On October 16, an American University team of six undergraduate public health students beat out graduate and medical student competitors to win the grand prize at the third annual DC Regional Public Health Case Competition. The event was hosted by the National Academy of Medicine, formerly the Institute of Medicine.
The competition promotes interdisciplinary, problem-based learning around a public health issue that faces the DC community. This year, the event focused on mental health and included teams from Georgetown University, George Washington University, Howard University, the University of Maryland, Uniformed Services University of the Health Sciences, and George Mason University.
“Having our undergraduate students win a case competition at the National Academy of Medicine is an incredible accomplishment,” said Peter Starr, Dean of the College of Arts and Sciences. “It is a testament to the strength of our Public Health Program and to the hard work and dedication of its faculty and students.”
The Winning Team
The winning team included Caroline Sell (BS public health and French studies ’16), Alexa Edmier (BS public health ’16), Madison Hayes (BS public health ’16), Shreya Veera (BS public health ‘16), Bailey Cunningham (BA international relations ’17), and Hana Stenson (BS public health ’16).
“I am so proud of the work we were able to accomplish as an undergraduate team,” said Sell. “After two weeks of long nights and collaborative sessions, we were able to develop a program that was creative, effective, and feasible.”
The team received the grand prize of $2,000, and publication of the winning solution in a National Academy of Medicine publication.
“The team’s case solution was innovative, feasible, well-researched, and incredibly well presented—and the judges obviously recognized this,” said Jolynn Gardner, director of AU’s Public Health Program. “These students did an amazing job. Their teamwork, attention to detail, creativity, and professionalism were all incredibly impressive.”
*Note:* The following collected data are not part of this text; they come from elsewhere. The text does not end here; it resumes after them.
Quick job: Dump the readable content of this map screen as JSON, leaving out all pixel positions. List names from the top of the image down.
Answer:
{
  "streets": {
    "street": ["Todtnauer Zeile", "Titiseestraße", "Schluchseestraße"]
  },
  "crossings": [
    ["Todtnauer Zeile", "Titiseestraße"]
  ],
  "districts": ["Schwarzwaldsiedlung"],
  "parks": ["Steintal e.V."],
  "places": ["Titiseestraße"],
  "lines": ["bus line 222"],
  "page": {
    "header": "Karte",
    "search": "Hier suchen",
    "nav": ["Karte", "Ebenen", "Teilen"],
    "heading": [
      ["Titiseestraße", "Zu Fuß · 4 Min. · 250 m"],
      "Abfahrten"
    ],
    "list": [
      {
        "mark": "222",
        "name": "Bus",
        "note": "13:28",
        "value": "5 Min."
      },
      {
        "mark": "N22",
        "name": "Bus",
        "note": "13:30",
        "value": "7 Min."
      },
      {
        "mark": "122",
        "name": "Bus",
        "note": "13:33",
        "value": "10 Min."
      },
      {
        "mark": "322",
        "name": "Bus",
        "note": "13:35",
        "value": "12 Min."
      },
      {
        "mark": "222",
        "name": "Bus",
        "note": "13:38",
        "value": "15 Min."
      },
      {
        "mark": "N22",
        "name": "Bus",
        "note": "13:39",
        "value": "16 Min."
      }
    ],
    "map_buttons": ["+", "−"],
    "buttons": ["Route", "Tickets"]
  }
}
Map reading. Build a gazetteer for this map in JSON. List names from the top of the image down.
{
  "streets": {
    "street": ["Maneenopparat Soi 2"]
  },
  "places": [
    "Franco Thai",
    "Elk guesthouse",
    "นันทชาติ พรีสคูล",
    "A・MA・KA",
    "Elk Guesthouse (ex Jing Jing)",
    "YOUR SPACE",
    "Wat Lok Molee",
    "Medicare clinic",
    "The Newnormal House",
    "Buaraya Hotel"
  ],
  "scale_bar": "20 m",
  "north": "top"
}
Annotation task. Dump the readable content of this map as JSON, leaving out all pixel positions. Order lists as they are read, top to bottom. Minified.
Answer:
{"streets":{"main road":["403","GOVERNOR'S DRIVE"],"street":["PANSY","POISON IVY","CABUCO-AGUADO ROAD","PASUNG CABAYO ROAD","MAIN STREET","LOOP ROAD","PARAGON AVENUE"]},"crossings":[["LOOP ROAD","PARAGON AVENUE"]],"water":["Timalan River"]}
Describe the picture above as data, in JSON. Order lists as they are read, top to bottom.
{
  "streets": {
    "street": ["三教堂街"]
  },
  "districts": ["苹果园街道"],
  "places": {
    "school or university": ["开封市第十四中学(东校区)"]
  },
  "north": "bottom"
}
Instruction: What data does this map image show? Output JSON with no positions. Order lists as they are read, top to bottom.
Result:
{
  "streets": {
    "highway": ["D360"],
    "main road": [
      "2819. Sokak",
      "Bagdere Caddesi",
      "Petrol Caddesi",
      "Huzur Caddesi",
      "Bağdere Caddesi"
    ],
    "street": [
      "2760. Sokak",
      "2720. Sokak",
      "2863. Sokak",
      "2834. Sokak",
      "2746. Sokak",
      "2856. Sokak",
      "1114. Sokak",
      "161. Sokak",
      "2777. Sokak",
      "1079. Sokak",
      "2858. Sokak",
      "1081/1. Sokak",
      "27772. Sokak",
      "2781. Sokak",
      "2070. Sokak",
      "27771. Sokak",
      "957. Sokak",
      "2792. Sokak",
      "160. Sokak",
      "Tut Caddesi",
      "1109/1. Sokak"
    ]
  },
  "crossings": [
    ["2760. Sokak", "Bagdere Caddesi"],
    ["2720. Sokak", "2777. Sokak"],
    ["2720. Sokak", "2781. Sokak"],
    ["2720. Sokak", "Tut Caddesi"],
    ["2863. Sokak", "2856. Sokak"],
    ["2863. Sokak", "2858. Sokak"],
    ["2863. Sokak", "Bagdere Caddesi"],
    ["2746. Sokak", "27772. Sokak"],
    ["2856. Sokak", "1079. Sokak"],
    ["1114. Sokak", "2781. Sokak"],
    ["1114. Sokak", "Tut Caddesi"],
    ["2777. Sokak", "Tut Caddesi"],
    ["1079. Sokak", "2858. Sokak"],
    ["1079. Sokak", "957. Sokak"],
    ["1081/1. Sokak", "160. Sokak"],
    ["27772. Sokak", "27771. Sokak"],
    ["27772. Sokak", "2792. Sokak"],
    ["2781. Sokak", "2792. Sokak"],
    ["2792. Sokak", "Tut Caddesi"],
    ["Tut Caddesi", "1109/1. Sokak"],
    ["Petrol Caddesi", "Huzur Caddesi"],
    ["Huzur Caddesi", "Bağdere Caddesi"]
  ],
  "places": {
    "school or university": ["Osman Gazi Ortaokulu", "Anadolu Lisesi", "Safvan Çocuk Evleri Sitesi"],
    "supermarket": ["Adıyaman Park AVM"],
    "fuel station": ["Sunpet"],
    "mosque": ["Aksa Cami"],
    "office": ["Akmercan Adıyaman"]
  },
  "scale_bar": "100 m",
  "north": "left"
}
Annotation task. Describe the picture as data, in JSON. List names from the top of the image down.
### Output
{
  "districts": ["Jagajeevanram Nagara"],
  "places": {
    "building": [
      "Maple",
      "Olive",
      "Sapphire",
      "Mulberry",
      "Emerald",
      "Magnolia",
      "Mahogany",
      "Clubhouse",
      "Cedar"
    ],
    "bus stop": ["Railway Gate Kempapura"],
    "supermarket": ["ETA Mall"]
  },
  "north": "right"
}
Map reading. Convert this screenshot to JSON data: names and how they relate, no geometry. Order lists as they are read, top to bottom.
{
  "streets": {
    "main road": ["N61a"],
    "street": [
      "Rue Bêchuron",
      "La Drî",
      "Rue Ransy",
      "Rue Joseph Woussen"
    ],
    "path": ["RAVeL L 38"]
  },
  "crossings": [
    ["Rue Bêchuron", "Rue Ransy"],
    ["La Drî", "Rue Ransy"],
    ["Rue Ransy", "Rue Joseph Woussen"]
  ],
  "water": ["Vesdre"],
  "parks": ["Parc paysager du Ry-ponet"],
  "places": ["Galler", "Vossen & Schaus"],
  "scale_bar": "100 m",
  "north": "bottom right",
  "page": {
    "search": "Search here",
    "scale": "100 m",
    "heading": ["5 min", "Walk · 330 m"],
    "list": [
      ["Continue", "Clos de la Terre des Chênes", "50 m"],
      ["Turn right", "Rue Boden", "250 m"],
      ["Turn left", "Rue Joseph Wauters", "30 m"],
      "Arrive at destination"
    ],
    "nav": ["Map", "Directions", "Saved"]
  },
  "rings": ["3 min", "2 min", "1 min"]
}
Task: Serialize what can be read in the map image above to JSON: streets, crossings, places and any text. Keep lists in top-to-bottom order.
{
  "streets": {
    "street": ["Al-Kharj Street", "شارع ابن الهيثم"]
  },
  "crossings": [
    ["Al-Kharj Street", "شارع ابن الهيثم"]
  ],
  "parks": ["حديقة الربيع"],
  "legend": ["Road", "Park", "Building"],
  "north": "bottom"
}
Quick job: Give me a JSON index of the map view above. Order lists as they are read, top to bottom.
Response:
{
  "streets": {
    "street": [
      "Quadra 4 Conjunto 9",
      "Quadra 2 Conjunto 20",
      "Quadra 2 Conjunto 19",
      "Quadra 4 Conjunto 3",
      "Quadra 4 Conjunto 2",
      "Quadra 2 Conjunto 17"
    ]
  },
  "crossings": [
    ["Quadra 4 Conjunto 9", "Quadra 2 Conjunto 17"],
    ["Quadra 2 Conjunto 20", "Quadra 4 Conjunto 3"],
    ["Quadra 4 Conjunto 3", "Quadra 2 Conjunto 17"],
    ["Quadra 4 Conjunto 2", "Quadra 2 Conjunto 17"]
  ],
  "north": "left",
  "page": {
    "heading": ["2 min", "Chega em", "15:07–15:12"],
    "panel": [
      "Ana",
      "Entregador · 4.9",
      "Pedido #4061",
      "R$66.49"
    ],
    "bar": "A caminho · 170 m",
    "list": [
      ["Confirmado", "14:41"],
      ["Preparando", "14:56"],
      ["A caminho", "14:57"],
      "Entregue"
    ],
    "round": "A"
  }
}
Each team was composed of three-to-six undergraduate or graduate students representing at least three different disciplines. AU’s team was one of only two teams in the competition that was composed entirely of undergraduate students.
“Winning this competition is amazing on any level, but the fact that most of the seven other teams were composed of graduate students and medical students makes our grand prize all the more impressive,” said Gardner.
The teams were tasked with developing a feasible and creative proposal to support mental health in older veterans, aged 65 and older, living in the DC area. They were given five scenarios, adapted from real-life situations that portray the diverse range of issued faced by older veterans, ranging from undiagnosed Post Traumatic Stress Disorder (PTSD) to substance abuse.
They had two weeks to research the issue and develop a comprehensive intervention to address it. The AU team tackled the issue with a proposal titled The Open Door. It included recruiting veteran peer mentors, providing mobility resources, and an interactive resource guide for older veterans facing mental health challenges.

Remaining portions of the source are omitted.